The service sector has shown a modest improvement. Service exports increased 9% in annual slipping to $ 6.9 billion in 10 MFY25, supported by technological exports, which increased 21% in annual sliding to 3.14 billion dollars, representing 44% of total service exports. However, the overall trade balance of goods and services posted a combined deficit of $ 23.8 billion, against $ 20.4 billion in the same period from last year.

The main income account, largely reflecting the interests and dividend payments on debt and external investment, posted a deficit of $ 7.13 billion in 10 MFY25, up 13% in annual shift. In April, the deficit amounted to $ 603 million, slightly higher than April 2024, but down 8% compared to March.

On the other hand, the balance of secondary income, which includes funding, has shown a robust increase of 30% in annual sliding to 32.8 billion dollars, playing a central role in the conduct of the current account surplus.

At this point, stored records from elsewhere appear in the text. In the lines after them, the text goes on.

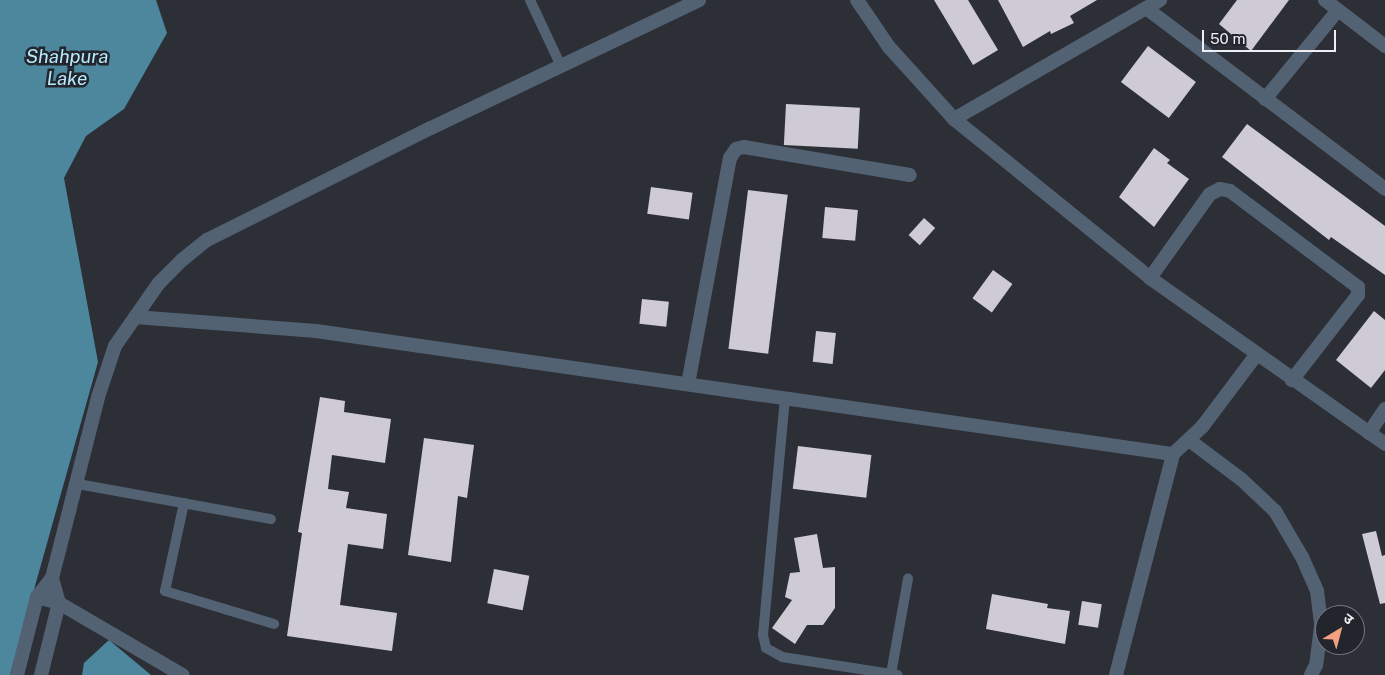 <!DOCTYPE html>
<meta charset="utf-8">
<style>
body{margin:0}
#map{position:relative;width:1385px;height:675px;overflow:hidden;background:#2d2f37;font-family:"Public Sans","Noto Sans Devanagari",sans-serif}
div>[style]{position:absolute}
.water>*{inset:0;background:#4c879d}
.building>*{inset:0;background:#cecbd5;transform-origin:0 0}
.service>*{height:10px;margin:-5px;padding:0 5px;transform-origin:5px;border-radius:5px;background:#536272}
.minor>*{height:14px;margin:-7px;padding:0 7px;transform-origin:7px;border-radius:7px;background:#536272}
.tertiary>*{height:14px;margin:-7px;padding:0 7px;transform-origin:7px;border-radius:7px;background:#536272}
span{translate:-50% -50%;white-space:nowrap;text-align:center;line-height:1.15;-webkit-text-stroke:5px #23252d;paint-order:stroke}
.water-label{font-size:19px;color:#b6eaff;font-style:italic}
.north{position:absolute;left:1315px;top:605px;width:50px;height:50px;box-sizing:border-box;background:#23252d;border:1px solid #74767d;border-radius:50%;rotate:37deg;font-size:14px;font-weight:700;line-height:20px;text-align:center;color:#eeeff4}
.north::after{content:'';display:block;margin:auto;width:18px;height:22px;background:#f2a07f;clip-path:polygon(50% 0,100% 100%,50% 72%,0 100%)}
.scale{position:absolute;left:1202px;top:30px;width:134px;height:22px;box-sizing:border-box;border:2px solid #eeeff4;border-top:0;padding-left:6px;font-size:15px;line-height:18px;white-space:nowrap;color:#eeeff4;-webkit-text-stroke:4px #23252d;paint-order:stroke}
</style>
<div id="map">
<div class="water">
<i style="clip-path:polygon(0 0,156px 0,167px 33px,124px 109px,86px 136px,64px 178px,98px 362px,10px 675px,0 675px)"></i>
<i style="clip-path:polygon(109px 640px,151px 675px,82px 675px,84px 663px)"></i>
</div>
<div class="building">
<i style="clip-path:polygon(934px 0,968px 0,998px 50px,973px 65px)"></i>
<i style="clip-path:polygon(998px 0,1097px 0,1070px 16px,1074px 23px,1051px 34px,1050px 31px,1023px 47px)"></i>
<i style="clip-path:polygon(1237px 0,1289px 0,1251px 51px,1219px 24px)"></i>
<i style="left:1148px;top:46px;width:60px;height:45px;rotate:37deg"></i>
<i style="left:786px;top:104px;width:74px;height:41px;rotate:3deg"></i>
<i style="clip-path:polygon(1247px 124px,1385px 226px,1385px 275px,1331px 237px,1329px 240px,1222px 157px)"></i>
<i style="clip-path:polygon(1154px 148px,1170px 160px,1167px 163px,1189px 179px,1154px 227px,1119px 197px)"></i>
<i style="left:651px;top:187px;width:42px;height:27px;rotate:8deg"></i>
<i style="left:748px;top:190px;width:40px;height:160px;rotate:7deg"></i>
<i style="left:825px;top:207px;width:33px;height:31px;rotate:5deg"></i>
<i style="left:924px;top:218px;width:15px;height:23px;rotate:42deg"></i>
<i style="left:993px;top:270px;width:24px;height:35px;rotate:36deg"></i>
<i style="left:642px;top:299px;width:27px;height:25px;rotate:6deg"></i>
<i style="clip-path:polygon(1374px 311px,1385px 320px,1385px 370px,1371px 388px,1336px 360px)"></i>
<i style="left:816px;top:331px;width:20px;height:31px;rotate:6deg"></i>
<i style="clip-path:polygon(320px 397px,345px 401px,344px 412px,391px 419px,385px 463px,332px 455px,328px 489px,349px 492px,346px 508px,387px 514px,383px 549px,348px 544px,340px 605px,397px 613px,392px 651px,287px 636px,302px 533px,298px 532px)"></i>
<i style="clip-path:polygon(424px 438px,474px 445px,467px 498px,458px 496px,451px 562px,408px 555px)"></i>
<i style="left:798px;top:446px;width:74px;height:43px;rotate:7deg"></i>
<i style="clip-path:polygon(1376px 531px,1382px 556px,1385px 555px,1385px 603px,1380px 604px,1362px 534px)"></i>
<i style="clip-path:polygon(817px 534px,823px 568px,835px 567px,835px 608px,823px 625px,807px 625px,795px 644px,772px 628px,792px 600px,785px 597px,790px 573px,800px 572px,794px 538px)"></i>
<i style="left:494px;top:569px;width:36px;height:35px;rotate:11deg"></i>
<i style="clip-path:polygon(992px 594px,1048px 604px,1047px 608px,1070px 611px,1065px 644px,986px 629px)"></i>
<i style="left:1082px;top:601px;width:20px;height:24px;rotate:9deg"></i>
</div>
<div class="service">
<i style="left:530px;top:0;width:73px;rotate:64.8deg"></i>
<i style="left:785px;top:398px;width:238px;rotate:95.3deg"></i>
<i style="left:763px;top:635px;width:13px;rotate:77deg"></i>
<i style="left:766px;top:648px;width:18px;rotate:29deg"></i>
<i style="left:782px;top:657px;width:117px;rotate:8.8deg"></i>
<i style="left:78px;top:484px;width:196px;rotate:10.3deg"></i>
<i style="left:184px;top:503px;width:90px;rotate:102.2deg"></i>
<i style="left:165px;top:591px;width:114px;rotate:16.8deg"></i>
<i style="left:891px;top:674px;width:97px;rotate:-79.9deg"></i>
</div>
<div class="minor">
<i style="left:857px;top:0;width:57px;rotate:55.8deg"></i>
<i style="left:889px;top:47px;width:97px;rotate:47.9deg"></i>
<i style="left:954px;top:119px;width:252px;rotate:39deg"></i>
<i style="left:1150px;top:278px;width:288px;rotate:35.2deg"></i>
<i style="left:1325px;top:0;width:76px;rotate:37.5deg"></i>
<i style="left:1146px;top:8px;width:300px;rotate:37.1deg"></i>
<i style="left:1265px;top:99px;width:115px;rotate:-50.6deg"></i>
<i style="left:954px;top:119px;width:238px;rotate:-30deg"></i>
<i style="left:1150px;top:278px;width:103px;rotate:-54.5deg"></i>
<i style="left:1210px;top:194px;width:11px;rotate:-27deg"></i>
<i style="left:1220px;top:189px;width:10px;rotate:11deg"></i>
<i style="left:1230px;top:191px;width:160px;rotate:36.9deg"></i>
<i style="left:1358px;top:287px;width:8px;rotate:90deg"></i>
<i style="left:1358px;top:295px;width:108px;rotate:127.8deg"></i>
<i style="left:135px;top:317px;width:182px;rotate:4.4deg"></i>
<i style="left:316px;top:331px;width:866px;rotate:8.17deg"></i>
<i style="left:1173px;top:454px;width:40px;rotate:-43deg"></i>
<i style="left:1202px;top:427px;width:91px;rotate:-53deg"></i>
<i style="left:688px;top:384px;width:230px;rotate:-79.5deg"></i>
<i style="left:730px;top:158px;width:11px;rotate:-56deg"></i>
<i style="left:736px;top:149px;width:8px;rotate:-14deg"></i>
<i style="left:744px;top:147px;width:168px;rotate:9.6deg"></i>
<i style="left:1369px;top:433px;width:29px;rotate:-56deg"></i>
<i style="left:1189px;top:440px;width:65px;rotate:36.9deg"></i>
<i style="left:1241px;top:479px;width:47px;rotate:43.3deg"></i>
<i style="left:1275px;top:511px;width:53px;rotate:59.6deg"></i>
<i style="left:1302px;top:557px;width:37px;rotate:66deg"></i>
<i style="left:1317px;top:591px;width:35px;rotate:83deg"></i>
<i style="left:1321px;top:626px;width:39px;rotate:97deg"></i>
<i style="left:1316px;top:665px;width:11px;rotate:117deg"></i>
<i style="left:37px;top:597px;width:23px;rotate:15deg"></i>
<i style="left:59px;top:603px;width:143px;rotate:30.3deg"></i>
<i style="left:1116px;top:675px;width:228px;rotate:-75.5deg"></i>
</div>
<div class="tertiary">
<i style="left:17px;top:675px;width:81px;rotate:-75.6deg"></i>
<i style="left:37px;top:597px;width:24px;rotate:-52deg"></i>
<i style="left:52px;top:578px;width:187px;rotate:-75.7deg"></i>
<i style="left:98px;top:397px;width:54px;rotate:-71.6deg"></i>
<i style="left:115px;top:346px;width:77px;rotate:-55.1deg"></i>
<i style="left:159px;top:283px;width:33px;rotate:-45deg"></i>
<i style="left:182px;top:260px;width:32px;rotate:-39deg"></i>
<i style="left:207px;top:240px;width:250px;rotate:-26.6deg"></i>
<i style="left:431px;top:128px;width:297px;rotate:-25.5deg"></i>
<i style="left:41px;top:675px;width:74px;rotate:-76deg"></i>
<i style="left:59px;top:603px;width:26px;rotate:-106deg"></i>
</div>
<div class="water-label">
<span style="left:67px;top:68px">Shahpura<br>Lake</span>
</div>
<div class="north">उ</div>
<div class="scale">50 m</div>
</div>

Direct foreign investment (IDE), however, remained in misery and volatile. The Net IDE for April was $ 141 million, compared to $ 26 million in March. Cumulatively, the net IDE decreased by 3% in annual sliding to $ 1.79 billion in 10 MFY25. Ahl noted that although there has been a collection in recent months, IED entries remain concentrated and lack diversification between the sectors.

The financial account, which includes foreign investments and external loans, recorded a surplus of $ 1.6 billion in 10 MFY25 compared to a deficit of $ 4.2 billion last year, reporting an improved capital flow environment.

Optimus Capital Research, Maaz Azam, noted that in April 2025, the trade deficit reported by the SBP was $ 762 million at $ 2,626 million, compared to the figures published by Pakistan Bureau of Statistics (PBS).

According to Azam, this divergence stems from differences in export and import reports, the SBP displaying higher exports of $ 470 million to $ 2,611 million and imports down $ 292 million to $ 5,237 million, compared to PBS data. This variance considerably influenced the results of the external account, which led to a balance of the almost flat current account, “contrary to the market expectations of a slight deficit”.